Art & Exhibitions
A New Show at Kensington Palace Honors 170 Years’ Worth of Unseen Labor
"Untold Lives" highlights the staff that kept the palace running.
British royals typically get all the attention, but an unprecedented new show at Kensington Palace highlights the staff that kept their palaces running. “Untold Lives” shares relics including an ice saw and an early toilet to piece together the oft-overlooked livelihoods of wet nurses, rat catchers, and even a wild cat keeper who worked for Britain’s monarchs between 1660 and 1830.
“We have had a number of exhibitions which have touched on the lives of those living in the historic royal palaces, but we felt the time was right to explore their story from ‘the bottom up’ and focus on those who worked behind the throne,” co-curator Sebastian Edwards said. Research for the show shed light on extraordinary professionals like a female Keeper of Ice and Snow, who cut ice from frozen ponds to chill drinks, and a 96-year-old washroom attendant called a Necessary Woman.
Such untold lives unfold across thematic rooms. The one dubbed “Care and Intimacy,” for instance, displays a white linen apron worn by Queen Charlotte’s wardrobe maid Ann Elizabeth Thielcke in 1786.
Meanwhile, “Skills and Expertise” offers the only surviving dress from Queen Charlotte, on loan from the Fashion Museum in Bath.
That same room honors the critical security that staff provided, evidenced by a mid-19th-century fire bucket. “On three separate occasions, servants and staff saved Kensington Palace from fire,” the exhibition overview explains.
“Untold Lives” also recounts the labor force’s growing multiculturalism amid Britain’s conquests and early globalization. “This exhibition brings together three extraordinary portraits probably for the first time since they were painted in Britain over 300 years ago,” Edwards said. Sir Godfrey Kneller created all three. One depicts Keeper of the Privy Purse Mehmet von Königstreu, who was taken prisoner in the Ottoman Empire and transported to Britain, where he was ennobled in 1716. Another portrait immortalizes von Königstreu’s German wife, Marie Wedekind. Together, they were the first interracial couple to live among royals, at the German court of King George I.
Turkish valet Ernst August Mustapha von Misitri appears alongside them in the Origins and Identities room. “Mustapha’s portrait was only recently discovered in Germany and bought by a collector in the UK, who has loaned it to the exhibition,” Edwards said.

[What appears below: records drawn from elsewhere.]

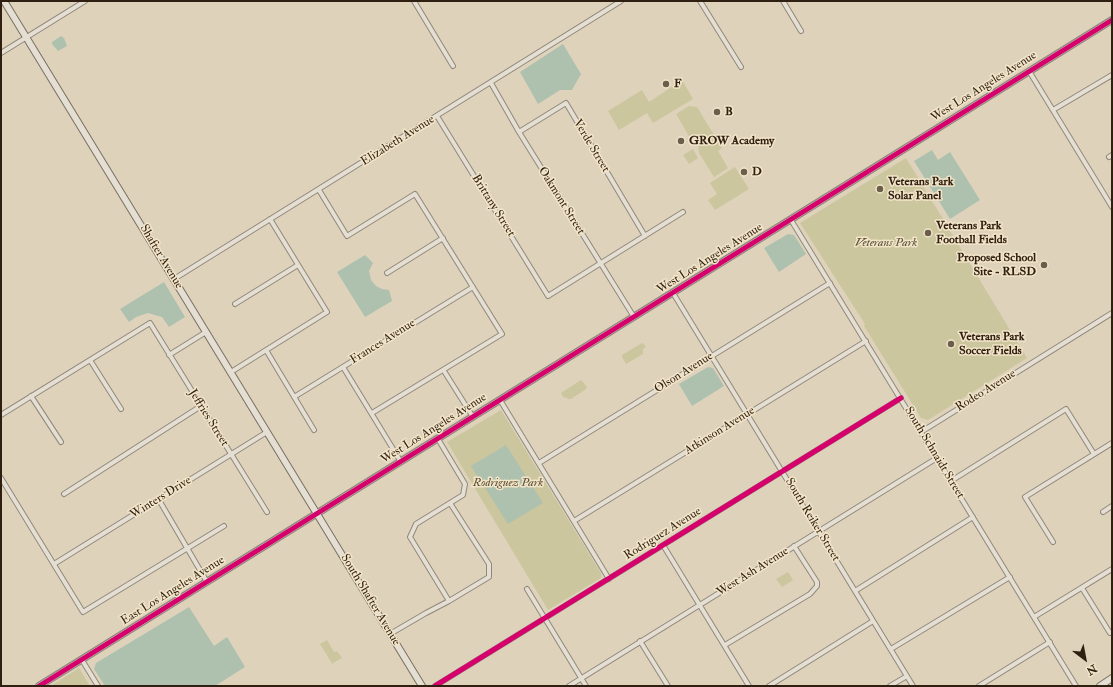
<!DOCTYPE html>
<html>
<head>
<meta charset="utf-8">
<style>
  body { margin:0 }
  #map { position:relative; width:1113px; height:687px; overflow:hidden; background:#ded2bb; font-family:"IM FELL Double Pica",serif }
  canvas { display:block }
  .frame { position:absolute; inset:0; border:2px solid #2f1f10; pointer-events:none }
  .north { position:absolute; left:1065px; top:639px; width:40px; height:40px; -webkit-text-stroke:3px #f3e5c9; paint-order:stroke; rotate:148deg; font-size:11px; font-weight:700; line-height:16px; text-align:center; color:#2f1f10 }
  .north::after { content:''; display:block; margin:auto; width:14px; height:18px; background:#2f1f10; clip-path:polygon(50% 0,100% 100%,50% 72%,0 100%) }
</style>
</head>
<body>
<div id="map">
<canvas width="1113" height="687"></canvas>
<div class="frame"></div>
<div class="north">N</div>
</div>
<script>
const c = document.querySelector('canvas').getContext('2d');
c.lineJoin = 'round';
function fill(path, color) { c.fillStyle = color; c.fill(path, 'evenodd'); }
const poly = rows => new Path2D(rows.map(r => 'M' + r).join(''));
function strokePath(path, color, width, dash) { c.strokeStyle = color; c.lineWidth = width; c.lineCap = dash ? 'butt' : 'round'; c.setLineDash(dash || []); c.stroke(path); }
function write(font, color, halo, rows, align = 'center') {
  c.font = font + ' "IM FELL Double Pica",serif'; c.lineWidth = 3; c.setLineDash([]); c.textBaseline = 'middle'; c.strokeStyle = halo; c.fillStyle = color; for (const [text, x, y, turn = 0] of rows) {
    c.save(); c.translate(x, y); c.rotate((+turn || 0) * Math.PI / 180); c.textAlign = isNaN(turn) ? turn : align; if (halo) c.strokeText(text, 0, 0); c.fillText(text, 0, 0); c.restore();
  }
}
const green = poly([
  [682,80,693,99,653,123,647,113,619,130,608,111,642,90,649,102],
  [689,106,697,107,722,148,718,151,728,168,714,177,699,153,698,146,690,138,676,114],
  [693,149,698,158,689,164,683,155],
  [906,158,1027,358,928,420,921,418,864,326,865,324,800,223],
  [735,167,749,189,715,210,708,200,717,194,710,183],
  [642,343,644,344,646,347,643,349,643,354,626,364,622,357,622,355],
  [581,380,587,387,586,389,571,399,568,399,566,397,564,398,561,393],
  [501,410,601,573,601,578,548,610,447,442],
  [788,572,793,580,782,587,776,579],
  [327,640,334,652,337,651,342,658,333,663,333,665,320,644],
  [79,668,90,686,51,686]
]);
const water = poly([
  [61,36,64,38,67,46,58,51,52,44,52,42],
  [563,44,581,74,572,90,560,90,538,104,520,72],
  [932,150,938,160,950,152,980,200,950,219,914,161],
  [788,234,794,235,806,254,779,272,764,248],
  [365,255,373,263,369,271,371,280,376,286,382,289,389,290,392,301,365,317,337,272],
  [164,282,185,317,169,327,162,317,148,313,136,317,129,322,120,309],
  [708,367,713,368,724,386,692,406,679,384],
  [506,445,543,503,508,524,471,466],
  [189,607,214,646,227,637,245,667,215,686,105,686,94,669,96,663]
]);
const minor = poly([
  [414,1,453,66],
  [700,1,741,67],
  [783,1,801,31],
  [1,53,85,1],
  [1029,71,1112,207],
  [491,83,519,132,634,317],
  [1053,110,1112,75],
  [437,116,548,296,683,212],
  [519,132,566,103,645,236],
  [1109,157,1112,155],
  [319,190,347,236,415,194,502,334,372,413],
  [791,220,1076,686],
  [387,273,443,238],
  [174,279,621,1],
  [673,293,913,686],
  [235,304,298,265],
  [266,350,314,430],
  [169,355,206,332],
  [90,360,121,409],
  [343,367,401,462],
  [444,371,473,417],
  [231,372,327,312,270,219],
  [31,396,61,442],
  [294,397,473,287],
  [500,400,609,579],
  [1,415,150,323,267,512],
  [921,432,1112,313],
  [438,439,465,484,463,495,416,524,410,537,449,601],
  [539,463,830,283],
  [1,478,83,612,224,526],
  [951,481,1066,409,1094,454],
  [64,494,201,406],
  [159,500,207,582],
  [1103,512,1112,506],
  [574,521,866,341],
  [1053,542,1025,497,1112,443],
  [663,545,749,686],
  [54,564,267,432],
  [1082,588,1110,633,1112,632],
  [527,589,586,686],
  [855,591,973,517],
  [1034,617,1112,569],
  [390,634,426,613,449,601,489,577,489,564,450,503],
  [640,641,668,686],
  [725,645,810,594,817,586,817,582,794,546],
  [891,649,1010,577],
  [82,660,98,686],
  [435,686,901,398],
  [569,686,937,458],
  [769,686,873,621],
  [890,686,907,676],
  [979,686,1050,642]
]);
const tertiary = poly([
  [39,686,1112,20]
]);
const secondary = poly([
  [4,1,422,686],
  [1100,686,1112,678]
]);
const cycleway = poly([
  [39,686,1112,20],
  [435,686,901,398]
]);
const markers = [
  [666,84,4,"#6c5e4c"],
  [717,112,4,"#6c5e4c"],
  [681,141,4,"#6c5e4c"],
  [744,172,4,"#6c5e4c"],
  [880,189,4,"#6c5e4c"],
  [928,233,4,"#6c5e4c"],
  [1044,265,4,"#6c5e4c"],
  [951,344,4,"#6c5e4c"]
];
const poiNames = [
  ["F",674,84],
  ["B",725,112],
  ["GROW Academy",689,141],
  ["D",752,172],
  ["Veterans Park",888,182],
  ["Solar Panel",888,196],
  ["Veterans Park",936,226],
  ["Football Fields",936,240],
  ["Proposed School",1036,258,"right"],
  ["Site - RLSD",1036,272,"right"],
  ["Veterans Park",959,337],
  ["Soccer Fields",959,351]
];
const streetNames = [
  ["West Los Angeles Avenue",984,87,-32],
  ["Elizabeth Avenue",398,141,-32],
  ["Verde Street",591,146,59],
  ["Oakmont Street",561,201,58],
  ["Brittany Street",493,206,58],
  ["Shafter Avenue",161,257,59],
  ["West Los Angeles Avenue",710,259,-32],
  ["Frances Avenue",383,342,-32],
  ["Olson Avenue",684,373,-32],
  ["Rodeo Avenue",986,391,-32],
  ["Jeffries Street",208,418,58],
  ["West Los Angeles Avenue",434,429,-32],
  ["Atkinson Avenue",720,431,-32],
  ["South Schnaidt Street",934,453,59],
  ["Winters Drive",161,498,-32],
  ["South Reiker Street",812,520,59],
  ["Rodriguez Avenue",663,534,-32],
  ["West Ash Avenue",753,572,-32],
  ["East Los Angeles Avenue",173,591,-32],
  ["South Shafter Avenue",370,600,59]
];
const parkNames = [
  ["Veterans Park",886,243],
  ["Rodriguez Park",508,483]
];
fill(green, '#cbc69e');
fill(water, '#aec1ae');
strokePath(minor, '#90887a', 6);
strokePath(tertiary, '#90887a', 8);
strokePath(secondary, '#787062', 8);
strokePath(minor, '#e4ded3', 4);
strokePath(tertiary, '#e4ded3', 5.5);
strokePath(secondary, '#e4ded3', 6);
strokePath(cycleway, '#d6006c', 5);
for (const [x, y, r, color] of markers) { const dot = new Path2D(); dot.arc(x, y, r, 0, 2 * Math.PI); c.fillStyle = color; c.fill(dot); strokePath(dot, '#f3e5c9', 1.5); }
write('bold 12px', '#2f1f10', '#f3e5c9', poiNames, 'left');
write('12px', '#2f1f10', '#f3e5c9', streetNames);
write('italic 12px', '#594e34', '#f3e5c9', parkNames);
</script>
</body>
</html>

In the show’s press release, co-curator Mishka Sinha notes, “With so little remaining of their presence, we often find that the legacy left behind of those who worked in the royal palaces 300 years ago is simply invisibility.” The curators recruited contemporary artists to fill in those gaps.
Matt Smith crafted ceramic plates to share the story of disgraced Gentleman Usher Gustavus “Gusty” Guydickens, who served Queen Charlotte from 1777 to 1792—when, sources say, “he was caught in Hyde Park in ‘an unnatural situation’ with an 18-year-old lawyers’ clerk.”
“Untold Lives” also commissioned a photograph from Peter Brathwaite that expands upon Black identity in Kensington Palace’s King’s Staircase. Elsewhere, Robert Taylor bridges this show with the present in photographs that document staff overseeing the Palace’s State Apartments and grounds today.
“Untold Lives” is on view at Kensington Palace, London, through October 27, 2024.